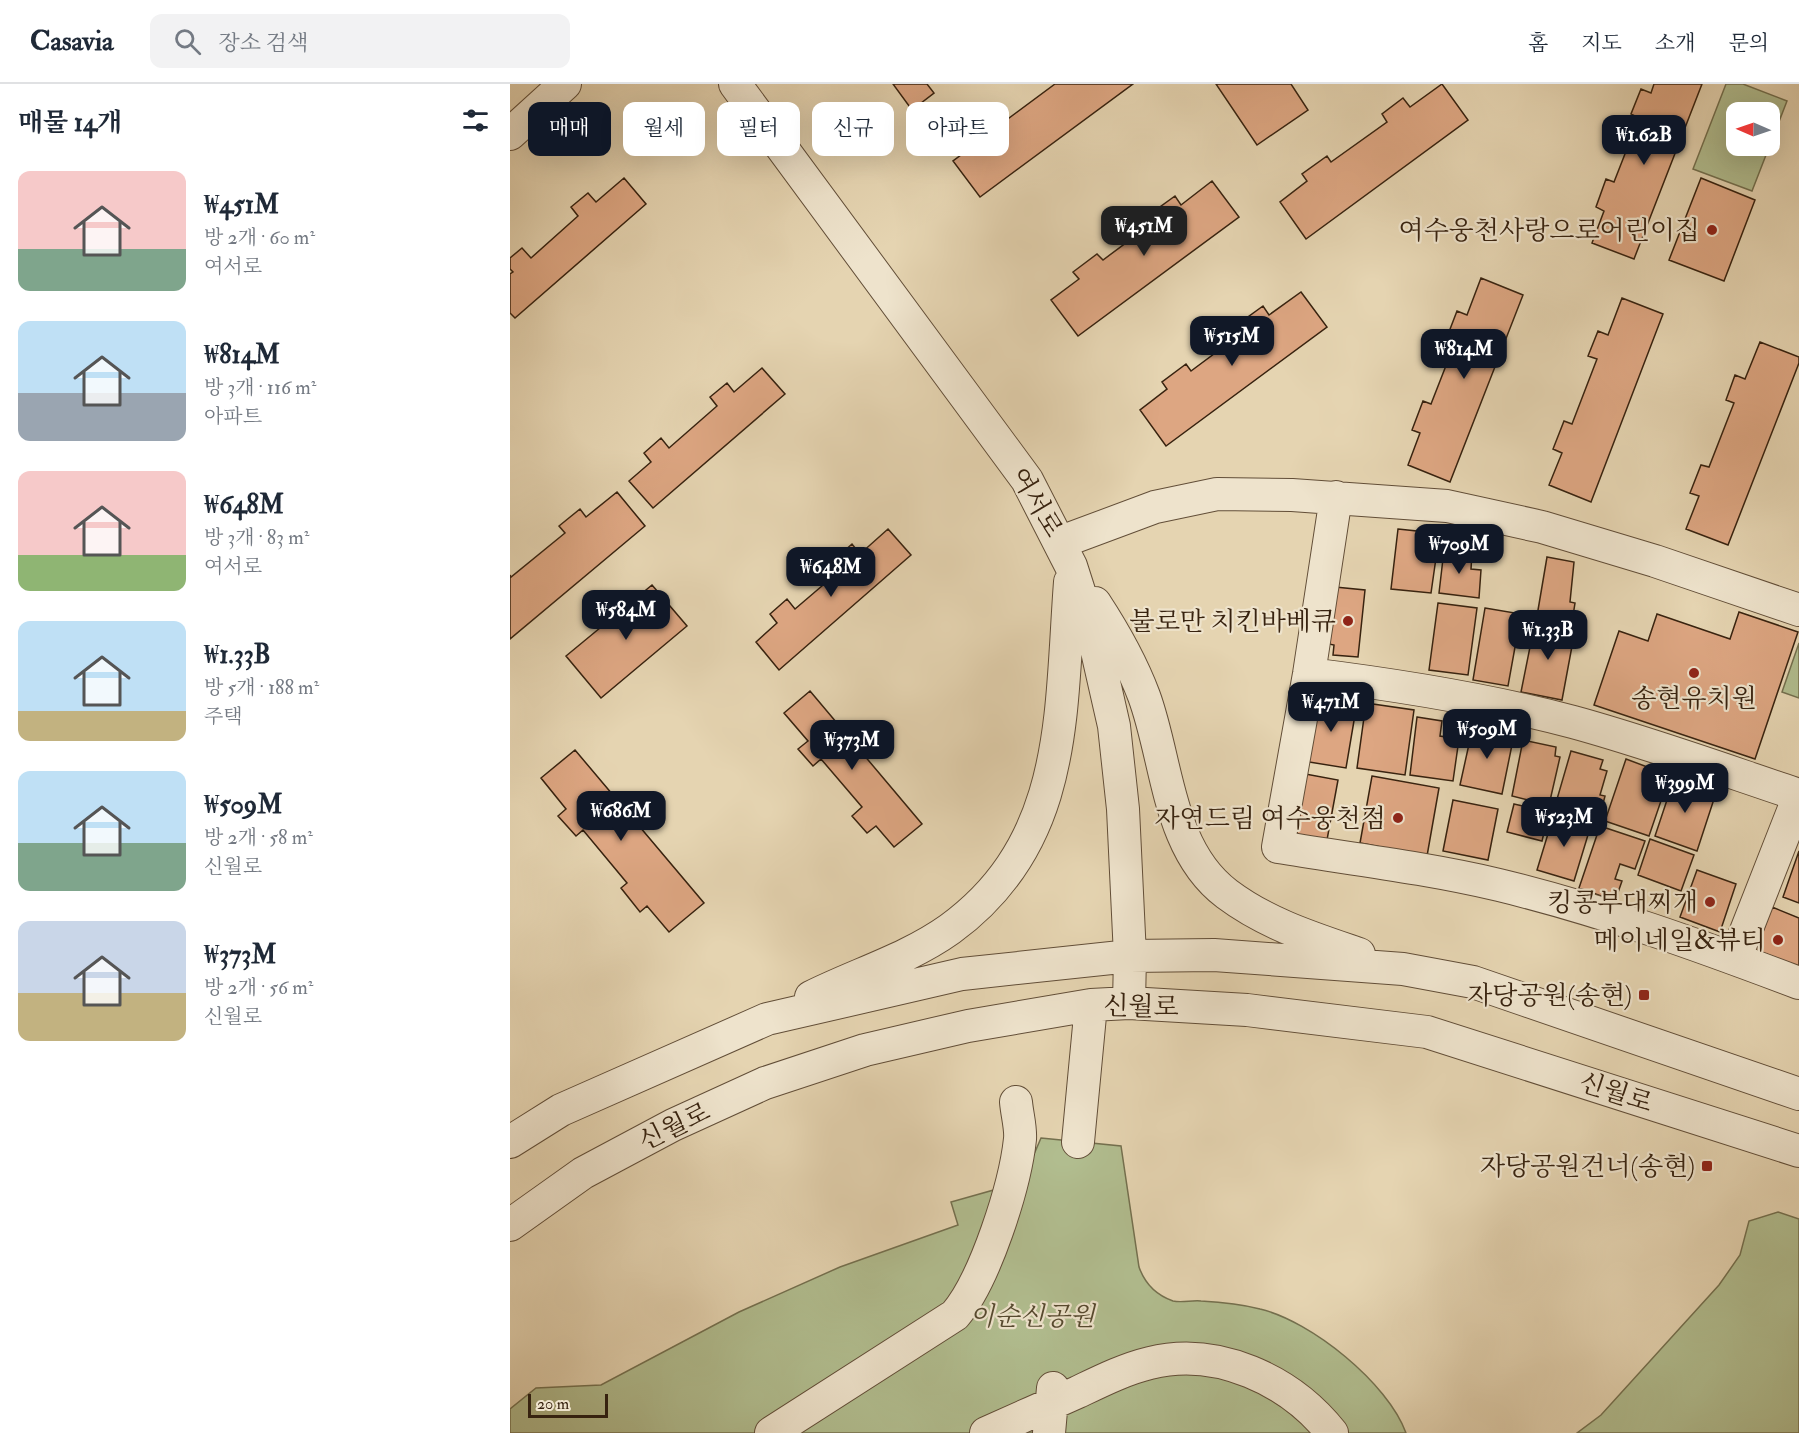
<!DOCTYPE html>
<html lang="ko">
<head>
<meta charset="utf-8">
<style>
  :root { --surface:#fff; --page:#f2f2f3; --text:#1f2937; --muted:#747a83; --line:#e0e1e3; --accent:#111827 }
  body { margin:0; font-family:"IM FELL Double Pica","Noto Serif KR",serif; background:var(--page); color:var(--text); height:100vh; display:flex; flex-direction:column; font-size:22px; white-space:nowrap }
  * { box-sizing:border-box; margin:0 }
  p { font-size:20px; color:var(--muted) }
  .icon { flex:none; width:33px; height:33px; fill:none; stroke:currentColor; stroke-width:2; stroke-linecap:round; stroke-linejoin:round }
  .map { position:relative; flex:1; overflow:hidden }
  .panel { display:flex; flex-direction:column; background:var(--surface); width:510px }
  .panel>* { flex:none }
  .banner { position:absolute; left:18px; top:18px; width:570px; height:54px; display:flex; gap:12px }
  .needle { width:39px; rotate:272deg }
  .controls { position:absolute; left:1216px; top:18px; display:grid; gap:12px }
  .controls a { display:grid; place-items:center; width:54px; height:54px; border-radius:12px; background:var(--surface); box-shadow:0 6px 24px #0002; font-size:30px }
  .scale { position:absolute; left:18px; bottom:15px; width:80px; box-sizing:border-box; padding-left:6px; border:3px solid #37220f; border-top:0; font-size:16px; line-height:21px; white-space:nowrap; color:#37220f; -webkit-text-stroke:4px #eee3cc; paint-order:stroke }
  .price { position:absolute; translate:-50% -51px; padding:0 14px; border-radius:12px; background:var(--accent); color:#fff; font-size:20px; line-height:39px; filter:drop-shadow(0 2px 3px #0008) }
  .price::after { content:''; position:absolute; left:50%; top:36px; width:18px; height:14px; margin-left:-9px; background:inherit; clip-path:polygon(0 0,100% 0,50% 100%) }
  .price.selected { background:#222; color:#fff }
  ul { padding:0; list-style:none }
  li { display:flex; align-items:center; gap:18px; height:150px; padding:0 18px }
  li span { display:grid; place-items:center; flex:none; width:168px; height:120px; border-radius:12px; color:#555 }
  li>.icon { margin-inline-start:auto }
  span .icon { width:72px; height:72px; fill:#fffc; stroke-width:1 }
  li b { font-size:26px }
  h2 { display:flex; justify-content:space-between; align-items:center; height:72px; padding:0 18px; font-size:26px }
  .pill { padding:0 21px; border-radius:12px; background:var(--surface); box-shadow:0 6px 24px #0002; font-size:21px; line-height:54px }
  .pill.selected { background:var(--accent); color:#fff }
  header { display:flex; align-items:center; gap:36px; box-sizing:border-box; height:84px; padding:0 30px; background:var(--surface); border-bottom:2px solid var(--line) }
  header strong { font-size:28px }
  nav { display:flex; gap:33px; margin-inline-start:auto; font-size:21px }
  .search { width:420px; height:54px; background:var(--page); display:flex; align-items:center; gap:15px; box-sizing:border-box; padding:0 21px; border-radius:12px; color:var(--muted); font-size:22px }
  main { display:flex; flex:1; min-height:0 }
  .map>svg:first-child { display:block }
  .green { fill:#b1bd8f; stroke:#74704f; stroke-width:1.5; fill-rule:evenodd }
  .building { fill:#dda682; stroke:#37220f; stroke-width:1.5 }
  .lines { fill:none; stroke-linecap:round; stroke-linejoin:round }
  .minor-casing { stroke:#624e38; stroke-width:34 }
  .minor { stroke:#eee3cc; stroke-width:32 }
  .poi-dot { fill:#8f2418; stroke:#eee3cc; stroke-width:2 }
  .labels { text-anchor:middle; stroke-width:4.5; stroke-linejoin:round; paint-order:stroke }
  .poi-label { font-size:26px; fill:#37220f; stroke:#eee3cc; text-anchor:end }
  .street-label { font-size:26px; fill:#37220f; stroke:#eee3cc }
  .park-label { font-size:26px; font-style:italic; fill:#56492f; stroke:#eee3cc }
</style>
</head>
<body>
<header>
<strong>Casavia</strong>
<div class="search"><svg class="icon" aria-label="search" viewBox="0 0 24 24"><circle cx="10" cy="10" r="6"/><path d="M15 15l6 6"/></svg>장소 검색</div>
<nav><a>홈</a><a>지도</a><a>소개</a><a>문의</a></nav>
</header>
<main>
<section class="panel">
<h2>매물 14개<svg class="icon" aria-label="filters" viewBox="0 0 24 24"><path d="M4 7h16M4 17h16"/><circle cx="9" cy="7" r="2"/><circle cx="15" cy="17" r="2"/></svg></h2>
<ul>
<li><span style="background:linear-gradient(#f6c9c9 65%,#7fa58c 0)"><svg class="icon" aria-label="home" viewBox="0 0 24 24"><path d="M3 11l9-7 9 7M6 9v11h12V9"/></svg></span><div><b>₩451M</b><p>방 2개 · 60 m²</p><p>여서로</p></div></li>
<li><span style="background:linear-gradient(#bfe0f5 60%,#9aa5b1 0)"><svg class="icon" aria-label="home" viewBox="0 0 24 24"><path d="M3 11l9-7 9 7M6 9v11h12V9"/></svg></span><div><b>₩814M</b><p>방 3개 · 116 m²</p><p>아파트</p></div></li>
<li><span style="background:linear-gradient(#f6c9c9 70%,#8fb573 0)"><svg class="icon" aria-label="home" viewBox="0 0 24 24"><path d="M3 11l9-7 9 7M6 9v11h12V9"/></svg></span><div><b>₩648M</b><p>방 3개 · 83 m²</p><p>여서로</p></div></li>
<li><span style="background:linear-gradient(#bfe0f5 75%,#c2b280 0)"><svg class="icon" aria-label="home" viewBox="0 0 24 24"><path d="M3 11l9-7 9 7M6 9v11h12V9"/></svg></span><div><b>₩1.33B</b><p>방 5개 · 188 m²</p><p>주택</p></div></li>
<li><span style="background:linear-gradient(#bfe0f5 60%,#7fa58c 0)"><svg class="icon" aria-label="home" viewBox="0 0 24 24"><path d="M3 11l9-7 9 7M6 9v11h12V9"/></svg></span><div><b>₩509M</b><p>방 2개 · 58 m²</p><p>신월로</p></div></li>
<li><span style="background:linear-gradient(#c9d6e8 60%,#c2b280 0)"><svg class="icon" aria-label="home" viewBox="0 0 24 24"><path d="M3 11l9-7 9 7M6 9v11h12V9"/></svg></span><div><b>₩373M</b><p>방 2개 · 56 m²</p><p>신월로</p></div></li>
</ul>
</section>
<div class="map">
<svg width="1289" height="1349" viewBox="0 0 1289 1349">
  <rect width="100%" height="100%" fill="#e5d4b1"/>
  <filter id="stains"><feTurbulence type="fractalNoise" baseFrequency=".00333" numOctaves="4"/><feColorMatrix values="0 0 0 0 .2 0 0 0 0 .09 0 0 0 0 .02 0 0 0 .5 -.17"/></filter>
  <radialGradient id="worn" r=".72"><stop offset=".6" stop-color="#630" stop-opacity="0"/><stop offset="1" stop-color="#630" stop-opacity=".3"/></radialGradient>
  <path class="green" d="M 1216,0 L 1233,0 L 1277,17 L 1242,107 L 1183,85 ZM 1227,28 L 1260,28 L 1260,62 L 1227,62 Z
    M 1289,559 L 1289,614 L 1272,608 Z
    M 531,1054 L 611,1062 L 629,1183 C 635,1200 646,1211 663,1217 C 672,1219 682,1216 691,1217 C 710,1218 731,1220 750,1225 C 801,1237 878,1299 896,1349 L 0,1349 L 0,1325 L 26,1304 L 91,1301 L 229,1228 L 330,1183 L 448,1141 L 441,1118 L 512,1098 Z
    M 1268,1128 L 1289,1135 L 1289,1349 L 1067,1349 L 1091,1331 L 1209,1201 L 1230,1171 L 1239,1137 Z"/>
  <path class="building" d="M 383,0 L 417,0 L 424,9 L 402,26 Z
    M 545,0 L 623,0 L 470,113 L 443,77 L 471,56 L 466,49 L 490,31 L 495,37 Z
    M 706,0 L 781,0 L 798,26 L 747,61 Z
    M 932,0 L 958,36 L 796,155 L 770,118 L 797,97 L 792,90 L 817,72 L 821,78 L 877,38 L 872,30 L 893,14 L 900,23 Z
    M 1144,0 L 1192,0 L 1124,175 L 1082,159 L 1094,127 L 1086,123 L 1096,95 L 1104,98 L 1129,34 L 1121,30 L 1131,5 L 1141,9 Z
    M 114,94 L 136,120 L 5,234 L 0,229 L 0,190 L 3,188 L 0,185 L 0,174 L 12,164 L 21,174 L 68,132 L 61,123 L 78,109 L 86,118 Z
    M 1191,94 L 1245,116 L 1214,197 L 1159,176 Z
    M 702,97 L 729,133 L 568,252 L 541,216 L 569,195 L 563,188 L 587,170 L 593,176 L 648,135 L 643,128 L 665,112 L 671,121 Z
    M 971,194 L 1013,211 L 940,398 L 898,381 L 910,349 L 902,346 L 913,317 L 921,320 L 946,256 L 937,253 L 947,227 L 957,231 Z
    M 791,208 L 817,243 L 656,362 L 630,326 L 657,305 L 652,298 L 676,280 L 681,287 L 736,246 L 731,238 L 753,222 L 759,231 Z
    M 1112,214 L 1153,230 L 1081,418 L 1039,401 L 1052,369 L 1043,365 L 1054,337 L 1062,340 L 1087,275 L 1078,272 L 1088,247 L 1098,251 Z
    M 1250,258 L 1289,273 L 1289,279 L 1218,461 L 1176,445 L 1189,412 L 1180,409 L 1191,381 L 1199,383 L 1224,319 L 1216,316 L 1225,291 L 1235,295 Z
    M 252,284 L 275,310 L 143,424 L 119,397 L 141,378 L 134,369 L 151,354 L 159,364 L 207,322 L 200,313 L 217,299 L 224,308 Z
    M 107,408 L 135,442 L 0,555 L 0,491 L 1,493 L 55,449 L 49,442 L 70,425 L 76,433 Z
    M 378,445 L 401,471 L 269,586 L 246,558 L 267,539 L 260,530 L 277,515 L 285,525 L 333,484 L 325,475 L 342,460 L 350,470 Z
    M 888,445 L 916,448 L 913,472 L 926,474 L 921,509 L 881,505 Z
    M 934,466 L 962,469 L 961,485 L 971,486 L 969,514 L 929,509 Z
    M 1037,473 L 1064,478 L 1060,518 L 1065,519 L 1062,538 L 1027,532 Z
    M 142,501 L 177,542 L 91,614 L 56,572 Z
    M 825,503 L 855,506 L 848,573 L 823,571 L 824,561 L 819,560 Z
    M 928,519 L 967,524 L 958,591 L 919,586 Z
    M 975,524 L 1011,530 L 998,602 L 963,596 Z
    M 1229,528 L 1288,548 L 1245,675 L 1084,621 L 1109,547 L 1138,557 L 1147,530 L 1220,555 Z
    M 1025,538 L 1065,546 L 1052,616 L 1011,608 Z
    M 300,607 L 412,740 L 384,763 L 366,742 L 357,749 L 342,732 L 352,723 L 311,675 L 303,682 L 288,665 L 298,657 L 274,629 Z
    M 811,613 L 847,619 L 836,684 L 793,677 L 802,632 L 808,629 Z
    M 856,619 L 904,626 L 895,691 L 847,684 Z
    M 907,633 L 932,637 L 930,652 L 949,655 L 943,697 L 900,691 Z
    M 963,642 L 1004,651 L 992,710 L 950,701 Z
    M 1013,656 L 1046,663 L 1045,672 L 1050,673 L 1039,721 L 1002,712 Z
    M 65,666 L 194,819 L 159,848 L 137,822 L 130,828 L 111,804 L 117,799 L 73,746 L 66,752 L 48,732 L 56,725 L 31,694 Z
    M 1061,667 L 1093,676 L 1090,685 L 1097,687 L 1090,711 L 1095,712 L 1089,735 L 1045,722 Z
    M 1116,675 L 1148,687 L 1146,693 L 1153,695 L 1148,709 L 1153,711 L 1139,752 L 1095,737 Z
    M 790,689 L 828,696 L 817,756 L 789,751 L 780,741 Z
    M 862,692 L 929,704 L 917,772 L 850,759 Z
    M 1165,692 L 1190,700 L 1188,706 L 1205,712 L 1187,767 L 1145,752 Z
    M 943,716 L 988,725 L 978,776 L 933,767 Z
    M 1004,720 L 1039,728 L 1032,757 L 997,748 Z
    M 1044,730 L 1081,741 L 1064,797 L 1027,786 Z
    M 1090,742 L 1135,757 L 1125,785 L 1110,780 L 1105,795 L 1112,797 L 1105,817 L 1069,804 Z
    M 1140,755 L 1184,771 L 1171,807 L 1128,791 Z
    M 1289,767 L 1289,819 L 1273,813 Z
    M 1187,786 L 1226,800 L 1210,848 L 1170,833 Z
    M 1262,823 L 1289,834 L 1289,883 L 1246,866 Z"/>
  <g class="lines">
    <defs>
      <path id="minor" d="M 225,0 L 517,396 L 561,482 L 584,554 L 604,642 L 613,725 L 620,872 L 619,919
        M 0,50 L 55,0
        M 826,413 L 799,590 L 768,763 C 842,775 917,784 989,801 C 1092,826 1191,862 1289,899
        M 551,458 L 645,423 L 707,410 L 782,411 L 937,422 L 1032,443 L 1145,477 L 1289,526
        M 585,519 C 604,548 622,580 634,612 C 658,677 657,765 717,810 C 757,840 802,854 849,870
        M 799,590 C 888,601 977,615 1063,638 C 1140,659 1214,686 1289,711
        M 1225,875 L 1289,712
        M 301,913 C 347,890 398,875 440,845 C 559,758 550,630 560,498
        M 0,1058 L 51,1026 L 257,935 L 452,890 L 620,872 L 704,871 L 893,885 L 963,898 L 1289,1010
        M 568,1058 L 581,921
        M 0,1141 L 73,1089 L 163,1041 L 255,999 L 355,966 L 458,942 L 581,921 L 619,919 L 737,926 L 917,948 L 1289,1067
        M 261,1349 L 445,1231 C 475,1196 505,1102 510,1055 C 511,1044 507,1030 506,1018
        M 476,1349 C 507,1335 537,1322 568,1308 C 591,1297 615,1285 640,1279 C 707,1262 780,1296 822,1349
        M 539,1349 L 543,1304"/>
    </defs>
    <use href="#minor" class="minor-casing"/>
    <use href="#minor" class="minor"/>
  </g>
  <g class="poi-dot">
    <circle cx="1202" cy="146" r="6"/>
    <circle cx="838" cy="537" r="6"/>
    <circle cx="1184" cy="589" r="6"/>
    <circle cx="888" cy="734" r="6"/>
    <circle cx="1200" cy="818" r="6"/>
    <circle cx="1268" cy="856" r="6"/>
    <rect x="1128" y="905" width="12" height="12" rx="3"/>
    <rect x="1191" y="1076" width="12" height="12" rx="3"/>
  </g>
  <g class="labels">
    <g class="poi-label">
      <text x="1190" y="155">여수웅천사랑으로어린이집</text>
      <text x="826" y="546">불로만 치킨바베큐</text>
      <text x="1184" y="623" text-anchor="middle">송현유치원</text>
      <text x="876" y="743">자연드림 여수웅천점</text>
      <text x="1188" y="827">킹콩부대찌개</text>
      <text x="1256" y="865">메이네일&amp;뷰티</text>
      <text x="1122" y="920">자당공원(송현)</text>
      <text x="1185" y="1091">자당공원건너(송현)</text>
    </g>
    <g class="street-label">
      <text transform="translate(527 418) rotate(59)" y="9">여서로</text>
      <text transform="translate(631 922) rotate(1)" y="9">신월로</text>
      <text transform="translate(1106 1008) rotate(18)" y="9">신월로</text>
      <text transform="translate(164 1042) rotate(-26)" y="9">신월로</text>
    </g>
    <g class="park-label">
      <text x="522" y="1241">이순신공원</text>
    </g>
  </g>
  <rect width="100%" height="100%" filter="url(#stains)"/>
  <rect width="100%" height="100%" fill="url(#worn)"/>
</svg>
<div class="controls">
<a><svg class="needle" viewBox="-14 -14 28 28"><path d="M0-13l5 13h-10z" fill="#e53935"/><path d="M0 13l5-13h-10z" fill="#747a83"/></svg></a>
</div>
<div class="scale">20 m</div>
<b class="price" style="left:1134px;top:82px">₩1.62B</b>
<b class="price selected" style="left:634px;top:173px">₩451M</b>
<b class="price" style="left:722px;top:283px">₩515M</b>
<b class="price" style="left:954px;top:296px">₩814M</b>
<b class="price" style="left:949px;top:491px">₩709M</b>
<b class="price" style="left:321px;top:514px">₩648M</b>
<b class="price" style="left:116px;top:557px">₩584M</b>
<b class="price" style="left:1038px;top:577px">₩1.33B</b>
<b class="price" style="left:821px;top:649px">₩471M</b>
<b class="price" style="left:977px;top:676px">₩509M</b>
<b class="price" style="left:342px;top:687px">₩373M</b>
<b class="price" style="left:1175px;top:730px">₩399M</b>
<b class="price" style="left:111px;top:758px">₩686M</b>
<b class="price" style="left:1054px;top:764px">₩523M</b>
<div class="banner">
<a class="pill selected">매매</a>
<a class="pill">월세</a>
<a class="pill">필터</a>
<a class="pill">신규</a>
<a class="pill">아파트</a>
</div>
</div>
</main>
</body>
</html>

◆ **Activity**: From the listing above, count every line where the word "scale" occurs; the answer is that number and nothing else.

◆ **Solved exercise**: 2